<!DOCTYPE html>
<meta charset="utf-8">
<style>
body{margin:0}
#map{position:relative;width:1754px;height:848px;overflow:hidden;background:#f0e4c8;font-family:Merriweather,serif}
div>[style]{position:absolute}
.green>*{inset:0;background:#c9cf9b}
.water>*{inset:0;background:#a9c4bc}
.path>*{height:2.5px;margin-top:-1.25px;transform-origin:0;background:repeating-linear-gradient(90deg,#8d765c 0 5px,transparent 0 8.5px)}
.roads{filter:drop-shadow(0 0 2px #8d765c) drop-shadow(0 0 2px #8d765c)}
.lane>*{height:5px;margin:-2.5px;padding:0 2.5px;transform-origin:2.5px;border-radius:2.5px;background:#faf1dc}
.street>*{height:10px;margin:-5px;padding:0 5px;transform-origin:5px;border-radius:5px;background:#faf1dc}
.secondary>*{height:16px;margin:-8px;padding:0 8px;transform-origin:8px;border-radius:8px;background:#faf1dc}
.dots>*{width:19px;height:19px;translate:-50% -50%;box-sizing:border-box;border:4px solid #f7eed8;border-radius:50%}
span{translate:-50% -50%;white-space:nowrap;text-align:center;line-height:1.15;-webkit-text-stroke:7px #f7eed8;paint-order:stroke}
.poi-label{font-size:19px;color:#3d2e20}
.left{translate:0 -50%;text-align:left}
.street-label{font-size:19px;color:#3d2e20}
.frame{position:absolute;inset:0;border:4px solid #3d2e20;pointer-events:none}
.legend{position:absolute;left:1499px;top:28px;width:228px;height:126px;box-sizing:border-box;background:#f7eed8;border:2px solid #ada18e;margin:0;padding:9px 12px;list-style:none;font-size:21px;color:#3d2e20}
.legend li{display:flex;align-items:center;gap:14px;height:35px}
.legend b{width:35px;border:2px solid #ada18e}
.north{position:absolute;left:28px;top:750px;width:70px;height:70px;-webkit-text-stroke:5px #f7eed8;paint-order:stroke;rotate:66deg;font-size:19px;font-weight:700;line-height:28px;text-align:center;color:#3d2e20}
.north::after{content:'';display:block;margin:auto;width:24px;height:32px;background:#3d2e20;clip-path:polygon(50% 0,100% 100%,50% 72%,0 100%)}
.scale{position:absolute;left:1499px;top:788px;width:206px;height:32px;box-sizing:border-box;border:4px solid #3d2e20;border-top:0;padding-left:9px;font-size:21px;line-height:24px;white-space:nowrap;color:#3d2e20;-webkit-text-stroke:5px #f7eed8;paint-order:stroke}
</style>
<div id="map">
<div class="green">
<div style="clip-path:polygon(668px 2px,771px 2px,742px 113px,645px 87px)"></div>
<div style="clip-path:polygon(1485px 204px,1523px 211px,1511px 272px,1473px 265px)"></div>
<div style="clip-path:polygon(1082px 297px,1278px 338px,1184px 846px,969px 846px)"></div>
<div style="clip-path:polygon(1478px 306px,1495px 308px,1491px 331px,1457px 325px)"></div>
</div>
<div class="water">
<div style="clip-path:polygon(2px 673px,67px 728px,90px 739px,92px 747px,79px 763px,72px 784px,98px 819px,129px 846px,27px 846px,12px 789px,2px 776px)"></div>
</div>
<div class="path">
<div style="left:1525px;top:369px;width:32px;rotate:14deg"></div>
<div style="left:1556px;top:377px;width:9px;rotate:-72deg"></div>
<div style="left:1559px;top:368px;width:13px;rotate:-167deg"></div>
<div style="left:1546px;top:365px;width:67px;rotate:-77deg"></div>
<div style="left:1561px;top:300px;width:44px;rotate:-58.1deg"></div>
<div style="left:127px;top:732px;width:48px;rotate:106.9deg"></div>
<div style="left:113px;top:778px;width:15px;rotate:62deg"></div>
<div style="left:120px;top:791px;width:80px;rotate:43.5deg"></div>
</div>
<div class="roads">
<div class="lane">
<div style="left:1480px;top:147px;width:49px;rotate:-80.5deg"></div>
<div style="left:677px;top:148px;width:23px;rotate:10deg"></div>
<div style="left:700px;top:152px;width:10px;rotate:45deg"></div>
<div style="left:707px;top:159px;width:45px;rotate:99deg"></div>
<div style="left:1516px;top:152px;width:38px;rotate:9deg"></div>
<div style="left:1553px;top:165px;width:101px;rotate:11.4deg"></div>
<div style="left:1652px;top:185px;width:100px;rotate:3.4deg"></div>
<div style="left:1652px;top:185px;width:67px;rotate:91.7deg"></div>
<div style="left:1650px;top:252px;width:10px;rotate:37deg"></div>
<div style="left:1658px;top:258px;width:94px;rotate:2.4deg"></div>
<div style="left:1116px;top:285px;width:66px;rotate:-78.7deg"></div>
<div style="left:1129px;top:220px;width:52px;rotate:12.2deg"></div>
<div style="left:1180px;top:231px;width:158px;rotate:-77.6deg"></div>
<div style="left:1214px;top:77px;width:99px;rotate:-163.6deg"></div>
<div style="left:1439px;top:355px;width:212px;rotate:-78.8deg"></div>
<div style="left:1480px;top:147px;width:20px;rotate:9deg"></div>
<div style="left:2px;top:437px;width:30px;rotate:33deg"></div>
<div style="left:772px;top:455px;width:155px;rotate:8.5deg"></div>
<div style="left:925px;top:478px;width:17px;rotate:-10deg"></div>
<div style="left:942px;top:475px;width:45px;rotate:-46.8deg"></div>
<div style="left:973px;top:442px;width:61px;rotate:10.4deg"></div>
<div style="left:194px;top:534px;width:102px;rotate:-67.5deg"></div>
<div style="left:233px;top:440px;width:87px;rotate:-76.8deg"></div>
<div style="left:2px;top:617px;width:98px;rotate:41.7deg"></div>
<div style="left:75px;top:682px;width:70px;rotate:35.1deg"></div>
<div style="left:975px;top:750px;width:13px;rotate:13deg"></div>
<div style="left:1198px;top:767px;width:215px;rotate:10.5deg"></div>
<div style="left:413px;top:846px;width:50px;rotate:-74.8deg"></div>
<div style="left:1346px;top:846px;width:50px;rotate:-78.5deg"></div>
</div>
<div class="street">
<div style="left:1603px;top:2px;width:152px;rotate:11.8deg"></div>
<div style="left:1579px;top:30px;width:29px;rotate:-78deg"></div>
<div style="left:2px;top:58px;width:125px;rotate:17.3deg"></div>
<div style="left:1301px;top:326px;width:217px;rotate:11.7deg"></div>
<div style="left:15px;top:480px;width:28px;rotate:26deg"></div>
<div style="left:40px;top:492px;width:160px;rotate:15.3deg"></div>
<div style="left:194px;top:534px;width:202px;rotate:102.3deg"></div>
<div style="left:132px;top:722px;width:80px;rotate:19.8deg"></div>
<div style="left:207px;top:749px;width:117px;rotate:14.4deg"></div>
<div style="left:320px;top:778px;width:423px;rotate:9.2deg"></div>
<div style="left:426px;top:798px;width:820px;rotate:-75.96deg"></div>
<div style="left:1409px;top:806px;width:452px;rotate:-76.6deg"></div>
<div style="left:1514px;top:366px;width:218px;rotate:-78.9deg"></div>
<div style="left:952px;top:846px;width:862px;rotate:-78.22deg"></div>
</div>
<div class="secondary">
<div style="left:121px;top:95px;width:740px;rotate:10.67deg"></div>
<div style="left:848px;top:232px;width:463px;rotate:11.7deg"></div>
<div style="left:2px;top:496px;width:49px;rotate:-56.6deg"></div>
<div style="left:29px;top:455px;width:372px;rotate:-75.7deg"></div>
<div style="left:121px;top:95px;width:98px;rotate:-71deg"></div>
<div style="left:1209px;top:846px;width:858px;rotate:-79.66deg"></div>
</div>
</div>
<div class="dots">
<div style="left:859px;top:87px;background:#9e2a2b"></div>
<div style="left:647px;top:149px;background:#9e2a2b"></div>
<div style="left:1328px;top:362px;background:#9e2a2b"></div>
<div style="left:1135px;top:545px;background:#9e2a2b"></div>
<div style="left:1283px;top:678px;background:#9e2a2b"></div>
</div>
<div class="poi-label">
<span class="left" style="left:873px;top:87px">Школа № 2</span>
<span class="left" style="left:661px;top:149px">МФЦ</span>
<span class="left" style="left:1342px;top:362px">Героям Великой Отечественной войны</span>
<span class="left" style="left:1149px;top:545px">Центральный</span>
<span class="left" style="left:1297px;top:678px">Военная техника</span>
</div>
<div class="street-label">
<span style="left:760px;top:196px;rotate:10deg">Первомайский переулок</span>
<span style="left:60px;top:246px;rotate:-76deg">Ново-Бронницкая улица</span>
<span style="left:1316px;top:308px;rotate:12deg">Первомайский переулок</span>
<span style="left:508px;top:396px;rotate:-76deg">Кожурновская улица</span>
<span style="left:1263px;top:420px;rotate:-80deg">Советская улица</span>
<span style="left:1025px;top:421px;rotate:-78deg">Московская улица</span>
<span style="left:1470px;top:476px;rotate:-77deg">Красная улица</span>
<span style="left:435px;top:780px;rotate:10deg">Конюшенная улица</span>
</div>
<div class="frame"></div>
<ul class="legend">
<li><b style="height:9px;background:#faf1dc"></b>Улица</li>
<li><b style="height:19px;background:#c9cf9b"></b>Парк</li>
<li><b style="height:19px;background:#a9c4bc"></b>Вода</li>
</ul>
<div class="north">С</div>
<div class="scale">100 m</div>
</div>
☆ ☆ ☆ ☆ ☆ ☆ ☆
§ **What the task asks**
Take the lines from the first line of the listing to the line containing "2px #8d765c) drop-shadow(0". Please print them exactly, ends included, with nothing else.

§ **Result for this exercise**
<!DOCTYPE html>
<meta charset="utf-8">
<style>
body{margin:0}
#map{position:relative;width:1754px;height:848px;overflow:hidden;background:#f0e4c8;font-family:Merriweather,serif}
div>[style]{position:absolute}
.green>*{inset:0;background:#c9cf9b}
.water>*{inset:0;background:#a9c4bc}
.path>*{height:2.5px;margin-top:-1.25px;transform-origin:0;background:repeating-linear-gradient(90deg,#8d765c 0 5px,transparent 0 8.5px)}
.roads{filter:drop-shadow(0 0 2px #8d765c) drop-shadow(0 0 2px #8d765c)}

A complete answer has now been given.